Transcribe only what runs from the line including "<h2>Nearby<small>7 results</small></h2>" through the last line of the entries, exactly as it appears.

* * * * *

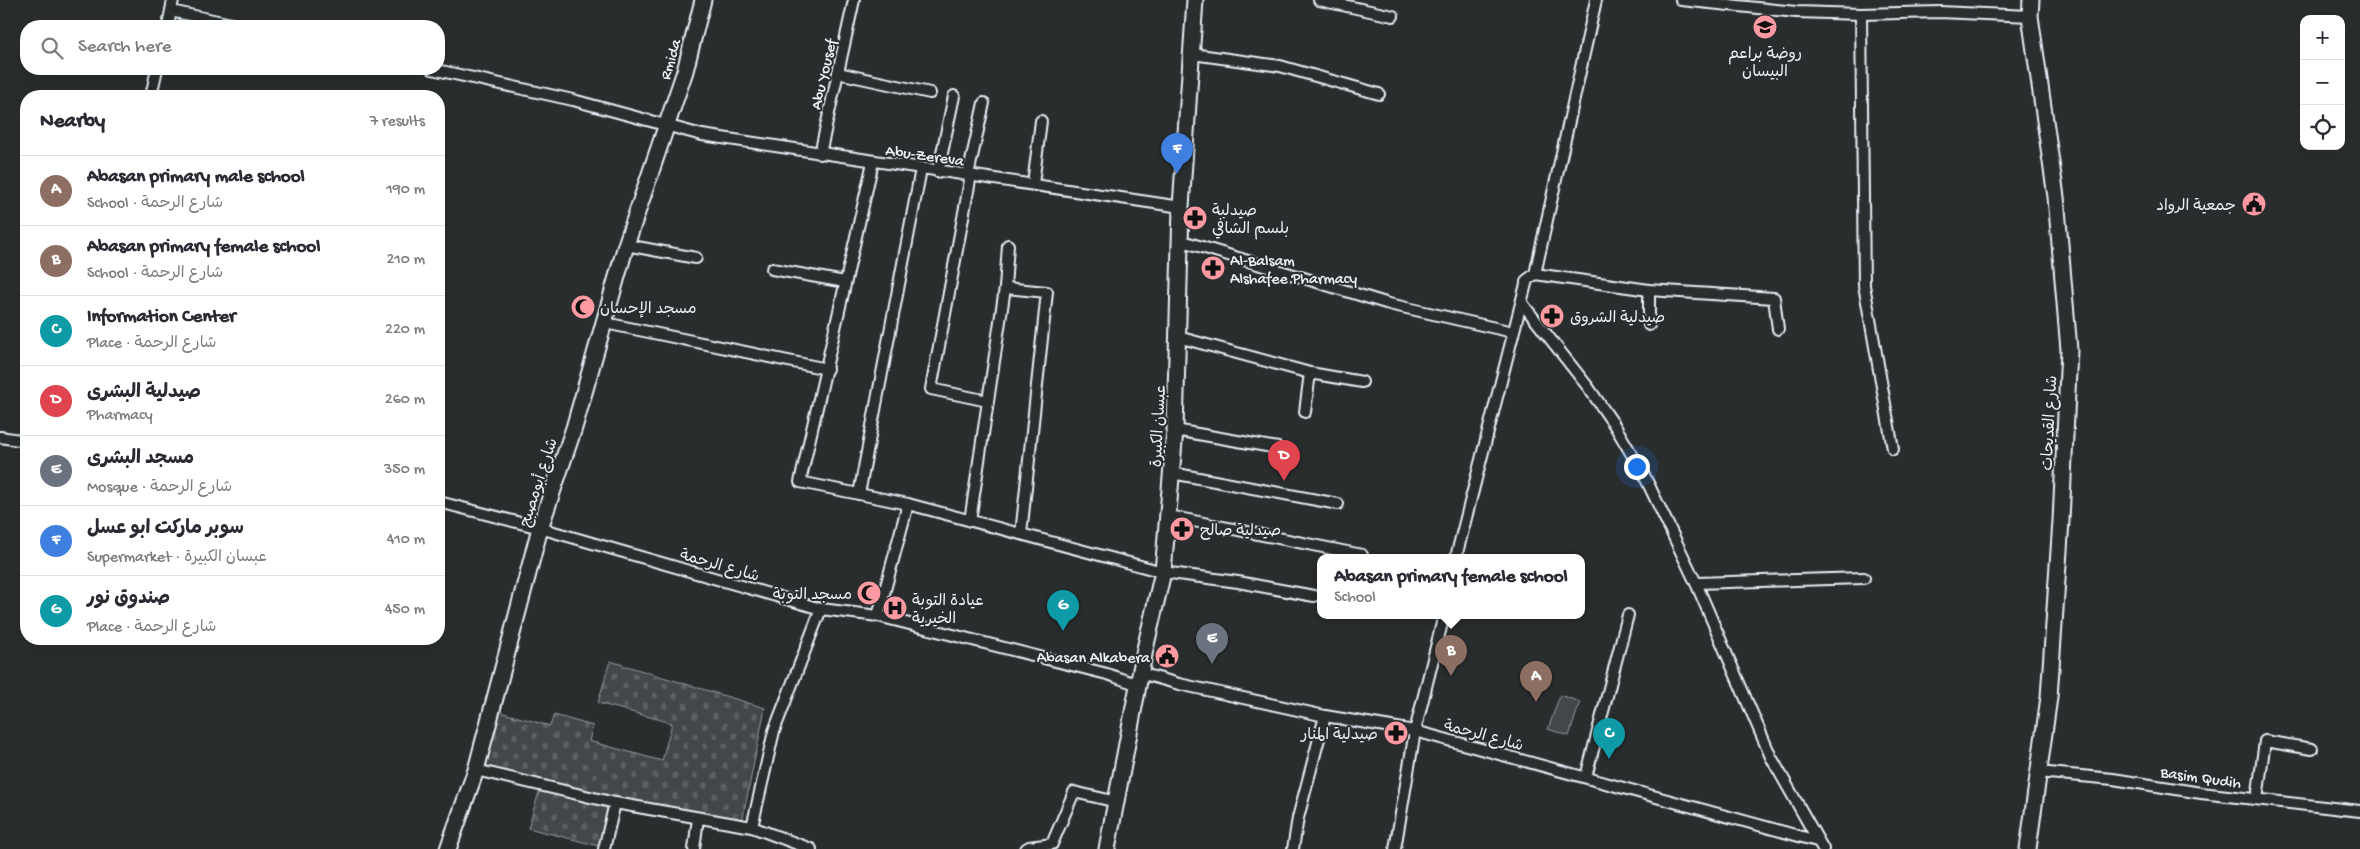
<!DOCTYPE html>
<html lang="en">
<head>
<meta charset="utf-8">
<style>
  :root { --surface:#fff; --page:#f7f7f7; --text:#2b2b33; --muted:#7c7c81; --line:#e1e1e2; --accent:#7c3aed }
  body { margin:0; font-family:"Gochi Hand","Playpen Sans Arabic",sans-serif; background:var(--page); color:var(--text) }
  .controls { position:absolute; right:15px; top:15px; display:grid; overflow:hidden; border-radius:10px; box-shadow:0 5px 20px #0002 }
  .controls button { width:45px; height:45px; display:grid; place-items:center; padding:0; border:0; border-bottom:1px solid var(--line); background:var(--surface); color:var(--text); font:25px sans-serif }
  .you { position:absolute; left:1636px; top:466px; width:18px; height:18px; margin:-12px; border:4px solid #fff; border-radius:50%; background:#1a73e8; box-shadow:0 0 0 8px #1a73e833 }
  .badge { display:grid; place-items:center; width:32px; height:32px; border-radius:50%; background:var(--accent); color:#fff; font-size:16px; font-weight:700 }
  .pin { position:absolute; translate:-50% -41px; filter:drop-shadow(0 1px 2px #0008) }
  .pin::after { content:''; position:absolute; top:26px; width:18px; height:15px; background:inherit; clip-path:polygon(0 0,100% 0,50% 100%) }
  .popup { position:absolute; left:1317px; top:554px; width:268px; height:65px; box-sizing:border-box; display:grid; place-content:center; border-radius:10px; background:var(--surface); filter:drop-shadow(0 1px 4px #0005); font-size:16px; white-space:nowrap; color:var(--muted) }
  .popup b { font-size:19px; color:var(--text) }
  .popup::after { content:''; position:absolute; left:50%; top:100%; margin-left:-10px; border:10px solid transparent; border-top-color:var(--surface) }
  .list { margin:0; padding:0; list-style:none }
  h2 { display:flex; justify-content:space-between; align-items:center; height:65px; margin:0; padding:0 20px; font-size:21px }
  h2 small { font-size:16px; font-weight:400; color:var(--muted) }
  .list li { display:grid; grid-template-columns:32px 1fr auto; gap:15px; align-items:center; box-sizing:border-box; height:70px; padding:0 20px; border-top:1px solid var(--line) }
  .list b { display:block; font-size:19px; white-space:nowrap }
  .list p { margin:0; font-size:16px; white-space:nowrap; color:var(--muted) }
  .list em { font-size:16px; font-style:normal; color:var(--muted) }
  .icon { flex:none; width:28px; height:28px; fill:none; stroke:currentColor; stroke-width:2; stroke-linecap:round; stroke-linejoin:round }
  .map { position:relative; flex:none; width:2360px; height:849px; overflow:hidden }
  .search { position:absolute; background:var(--surface); box-shadow:0 5px 20px #0002; left:20px; top:20px; width:425px; height:55px; display:flex; align-items:center; gap:12px; box-sizing:border-box; padding:0 18px; border-radius:20px; color:var(--muted); font-size:19px }
  .panel { position:absolute; background:var(--surface); box-shadow:0 5px 20px #0002; left:20px; top:90px; width:425px; height:555px; border-radius:20px }
  .map>svg:first-child { display:block }
  .green { fill:#424648; stroke:#959ca0 }
  .cemetery { fill:url(#cemetery-stones); stroke:#959ca0 }
  .lines { fill:none; stroke-linecap:round; stroke-linejoin:round }
  .street-casing { stroke:#e8f1f8; stroke-width:14 }
  .secondary-casing { stroke:#e8f1f8; stroke-width:19 }
  .street { stroke:#2a2d2e; stroke-width:10 }
  .secondary { stroke:#2a2d2e; stroke-width:15 }
  .labels { text-anchor:middle; stroke-width:4; stroke-linejoin:round; paint-order:stroke }
  .poi-label { font-size:16px; fill:#e8f1f8; stroke:#2a2d2e; text-anchor:start }
  .street-label { font-size:16px; fill:#e8f1f8; stroke:#2a2d2e }
</style>
</head>
<body>
<div class="map">
<svg width="2360" height="849" viewBox="0 0 2360 849">
  <defs>
    <pattern id="cemetery-stones" width="16" height="16" patternUnits="userSpaceOnUse" patternTransform="scale(1.25)"><rect width="16" height="16" fill="#424648"/><path d="M2 7V4a2 2 0 0 1 4 0v3zM10 15v-3a2 2 0 0 1 4 0v3z" fill="#5d6163"/></pattern>
  </defs>
  <rect width="100%" height="100%" fill="#2a2d2e"/>
  <filter id="ink" filterUnits="userSpaceOnUse"><feTurbulence type="fractalNoise" baseFrequency=".02" numOctaves="2"/><feDisplacementMap in="SourceGraphic" scale="10" xChannelSelector="R" yChannelSelector="G"/><feConvolveMatrix kernelMatrix="1 2 1 2 8 2 1 2 1" color-interpolation-filters="sRGB"/></filter>
  <g filter="url(#ink)">
    <path class="green" d="M1560,695l20,7 -11,34 -21,-7z"/>
    <g class="cemetery">
      <path d="M610,661l155,47 -23,114 -135,-22 -122,-34 15,-54 50,14 4,-11 39,11 -4,15 73,20 10,-38 -74,-20z"/>
      <path d="M540,789l65,17 6,8 -8,33 -75,-19z"/>
    </g>
    <g class="lines">
      <defs>
        <g id="street">
          <path d="M1319,0l74,16"/>
          <path d="M1681,0l115,12 65,2 78,-2 91,4"/>
          <path d="M171,11l70,15"/>
          <path d="M1861,14l3,271 29,164"/>
          <path d="M168,26l5,-26"/>
          <path d="M1192,54l88,12 99,28"/>
          <path d="M432,69l141,31 129,35 479,72"/>
          <path d="M838,73l92,20"/>
          <path d="M151,96l6,-27"/>
          <path d="M820,154l34,-154"/>
          <path d="M873,162l-73,320 108,22 255,68 75,10 76,14"/>
          <path d="M938,172l16,-76"/>
          <path d="M968,175l16,-72"/>
          <path d="M971,175l-40,214 57,12"/>
          <path d="M1033,184l8,-63"/>
          <path d="M1179,240l210,64 124,28"/>
          <path d="M626,245l70,13"/>
          <path d="M772,269l73,13"/>
          <path d="M1535,274l114,16 125,8 4,31"/>
          <path d="M1005,288l42,4 -26,242"/>
          <path d="M1522,303l66,84 27,39 30,51 51,106 75,174 52,92"/>
          <path d="M605,323l222,46"/>
          <path d="M1649,325v-35"/>
          <path d="M1178,337l132,36 52,9"/>
          <path d="M1305,412l5,-39"/>
          <path d="M1175,430l103,18"/>
          <path d="M0,437l26,4"/>
          <path d="M1172,473l166,31"/>
          <path d="M859,494l62,-325"/>
          <path d="M439,502l101,26 281,81 57,7 229,58 32,11"/>
          <path d="M1169,516l193,39"/>
          <path d="M970,521l35,-233 3,-43"/>
          <path d="M1456,557l71,-277 8,-6 61,-274"/>
          <path d="M1696,583l168,-5"/>
          <path d="M878,616l30,-112"/>
          <path d="M1140,673l39,11 146,32 90,15 402,110"/>
          <path d="M476,770l139,33 137,24 59,22"/>
          <path d="M2038,772l75,7 88,14 159,18"/>
          <path d="M1586,777l42,-162"/>
          <path d="M2257,799l8,-58 47,8"/>
          <path d="M752,827l22,-96 47,-122"/>
          <path d="M604,849l11,-46"/>
          <path d="M694,849l4,-31"/>
          <path d="M1026,849l3,-2 23,-3 22,-52 43,10"/>
          <path d="M1293,849l5,-31 27,-102"/>
          <path d="M1395,849l20,-118 29,-116"/>
        </g>
        <g id="secondary">
          <path d="M448,849l28,-79 64,-242 34,-100 52,-183 59,-174 18,-71"/>
          <path d="M1107,849l38,-200 18,-77 12,-142 6,-223 14,-207"/>
          <path d="M2028,849l21,-152 12,-176 8,-171 -13,-153 -26,-181 1,-16"/>
        </g>
      </defs>
      <use href="#street" class="street-casing"/>
      <use href="#secondary" class="secondary-casing"/>
      <use href="#street" class="street"/>
      <use href="#secondary" class="secondary"/>
    </g>
  </g>
  <defs>
    <symbol id="school-disc" viewBox="-11 -11 22 22"><circle r="9.5" fill="#ff9aa2" stroke="#2a2d2e"/><path d="M0-5L7-2L0 1L-7-2ZM-4 1L0 2.5L4 1V4Q0 6-4 4Z" fill="#111"/></symbol>
    <symbol id="civic-disc" viewBox="-11 -11 22 22"><circle r="9.5" fill="#ff9aa2" stroke="#2a2d2e"/><path d="M-.6-6.5H3V-4.5H.6V-3L4-1V1h2V6H-6V1h2V-1L-.6-3ZM-1.2 2.5V6h2.4V2.5Z" fill="#111"/></symbol>
    <symbol id="pharmacy-disc" viewBox="-11 -11 22 22"><circle r="9.5" fill="#ff9aa2" stroke="#2a2d2e"/><path d="M-2-6h4v4h4v4h-4v4h-4v-4h-4v-4h4Z" fill="#111"/></symbol>
    <symbol id="mosque-disc" viewBox="-11 -11 22 22"><circle r="9.5" fill="#ff9aa2" stroke="#2a2d2e"/><path d="M3.5-4.9A6 6 0 1 0 3.5 4.9A5 5 0 1 1 3.5-4.9Z" fill="#111"/></symbol>
    <symbol id="hospital-disc" viewBox="-11 -11 22 22"><circle r="9.5" fill="#ff9aa2" stroke="#2a2d2e"/><path d="M-5-5h3v3.5h4V-5h3V5h-3V1.5h-4V5h-3Z" fill="#111"/></symbol>
  </defs>
  <g fill-rule="evenodd">
    <use href="#school-disc" x="1751" y="13" width="28" height="28"/>
    <use href="#civic-disc" x="2240" y="190" width="28" height="28"/>
    <use href="#pharmacy-disc" x="1181" y="204" width="28" height="28"/>
    <use href="#pharmacy-disc" x="1199" y="254" width="28" height="28"/>
    <use href="#mosque-disc" x="569" y="293" width="28" height="28"/>
    <use href="#pharmacy-disc" x="1538" y="302" width="28" height="28"/>
    <use href="#pharmacy-disc" x="1168" y="515" width="28" height="28"/>
    <use href="#mosque-disc" x="855" y="579" width="28" height="28"/>
    <use href="#hospital-disc" x="881" y="594" width="28" height="28"/>
    <use href="#civic-disc" x="1153" y="642" width="28" height="28"/>
    <use href="#pharmacy-disc" x="1382" y="719" width="28" height="28"/>
  </g>
  <g class="labels">
    <g class="poi-label">
      <text x="1765" y="58" text-anchor="middle">روضة براعم<tspan x="1765" dy="18">البيسان</tspan></text>
      <text x="2236" y="210" text-anchor="end">جمعية الرواد</text>
      <text x="1212" y="215">صيدلية<tspan x="1212" dy="18">بلسم الشافي</tspan></text>
      <text x="1230" y="265">Al-Balsam<tspan x="1230" dy="18">Alshafee Pharmacy</tspan></text>
      <text x="600" y="313">مسجد الإحسان</text>
      <text x="1570" y="322">صيدلية الشروق</text>
      <text x="1200" y="535">صيدلية صالح</text>
      <text x="852" y="599" text-anchor="end">مسجد التوبة</text>
      <text x="912" y="605">عيادة التوبة<tspan x="912" dy="18">الخيرية</tspan></text>
      <text x="1150" y="662" text-anchor="end">Abasan Alkabera</text>
      <text x="1378" y="739" text-anchor="end">صيدلية المنار</text>
    </g>
    <g class="street-label">
      <text transform="translate(669 59) rotate(-74)" y="6">Rmida</text>
      <text transform="translate(822 74) rotate(-77)" y="6">Abu Yousef</text>
      <text transform="translate(925 154) rotate(8)" y="6">Abu-Zereva</text>
      <text transform="translate(2048 423) rotate(-87)" y="6">شارع القديحات</text>
      <text transform="translate(1157 426) rotate(-87)" y="6">عبسان الكبيرة</text>
      <text transform="translate(537 482) rotate(-72)" y="6">شارع أبومصبح</text>
      <text transform="translate(720 564) rotate(16)" y="6">شارع الرحمة</text>
      <text transform="translate(1484 734) rotate(15)" y="6">شارع الرحمة</text>
      <text transform="translate(2201 776) rotate(8)" y="6">Basim Qudih</text>
    </g>
  </g>
</svg>
<div class="controls">
<button>+</button>
<button>−</button>
<button><svg class="icon" aria-label="locate" viewBox="0 0 24 24"><circle cx="12" cy="12" r="6"/><path d="M12 2v4M12 18v4M2 12h4M18 12h4"/></svg></button>
</div>
<div class="you"></div>
<div class="pin badge" style="left:1536px;top:702px;background:#8d6e63">A</div>
<div class="pin badge" style="left:1451px;top:676px;background:#8d6e63">B</div>
<div class="popup"><b>Abasan primary female school</b>School</div>
<div class="pin badge" style="left:1609px;top:759px;background:#0f9aa8">C</div>
<div class="pin badge" style="left:1284px;top:481px;background:#e0444e">D</div>
<div class="pin badge" style="left:1212px;top:664px;background:#6b7280">E</div>
<div class="pin badge" style="left:1177px;top:174px;background:#3f7fe0">F</div>
<div class="pin badge" style="left:1063px;top:631px;background:#0f9aa8">G</div>
<div class="search"><svg class="icon" aria-label="search" viewBox="0 0 24 24"><circle cx="10" cy="10" r="6"/><path d="M15 15l6 6"/></svg>Search here</div>
<section class="panel">
<h2>Nearby<small>7 results</small></h2>
<ul class="list">
<li><span class="badge" style="background:#8d6e63">A</span><div><b>Abasan primary male school</b><p>School · شارع الرحمة</p></div><em>190 m</em></li>
<li><span class="badge" style="background:#8d6e63">B</span><div><b>Abasan primary female school</b><p>School · شارع الرحمة</p></div><em>210 m</em></li>
<li><span class="badge" style="background:#0f9aa8">C</span><div><b>Information Center</b><p>Place · شارع الرحمة</p></div><em>220 m</em></li>
<li><span class="badge" style="background:#e0444e">D</span><div><b>صيدلية البشرى</b><p>Pharmacy</p></div><em>260 m</em></li>
<li><span class="badge" style="background:#6b7280">E</span><div><b>مسجد البشرى</b><p>Mosque · شارع الرحمة</p></div><em>350 m</em></li>
<li><span class="badge" style="background:#3f7fe0">F</span><div><b>سوبر ماركت ابو عسل</b><p>Supermarket · عبسان الكبيرة</p></div><em>410 m</em></li>
<li><span class="badge" style="background:#0f9aa8">G</span><div><b>صندوق نور</b><p>Place · شارع الرحمة</p></div><em>450 m</em></li>
</ul>
</section>
</div>
</body>
</html>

* * * * *

**Exercise result:**
<h2>Nearby<small>7 results</small></h2>
<ul class="list">
<li><span class="badge" style="background:#8d6e63">A</span><div><b>Abasan primary male school</b><p>School · شارع الرحمة</p></div><em>190 m</em></li>
<li><span class="badge" style="background:#8d6e63">B</span><div><b>Abasan primary female school</b><p>School · شارع الرحمة</p></div><em>210 m</em></li>
<li><span class="badge" style="background:#0f9aa8">C</span><div><b>Information Center</b><p>Place · شارع الرحمة</p></div><em>220 m</em></li>
<li><span class="badge" style="background:#e0444e">D</span><div><b>صيدلية البشرى</b><p>Pharmacy</p></div><em>260 m</em></li>
<li><span class="badge" style="background:#6b7280">E</span><div><b>مسجد البشرى</b><p>Mosque · شارع الرحمة</p></div><em>350 m</em></li>
<li><span class="badge" style="background:#3f7fe0">F</span><div><b>سوبر ماركت ابو عسل</b><p>Supermarket · عبسان الكبيرة</p></div><em>410 m</em></li>
<li><span class="badge" style="background:#0f9aa8">G</span><div><b>صندوق نور</b><p>Place · شارع الرحمة</p></div><em>450 m</em></li>
</ul>
</section>
</div>
</body>
</html>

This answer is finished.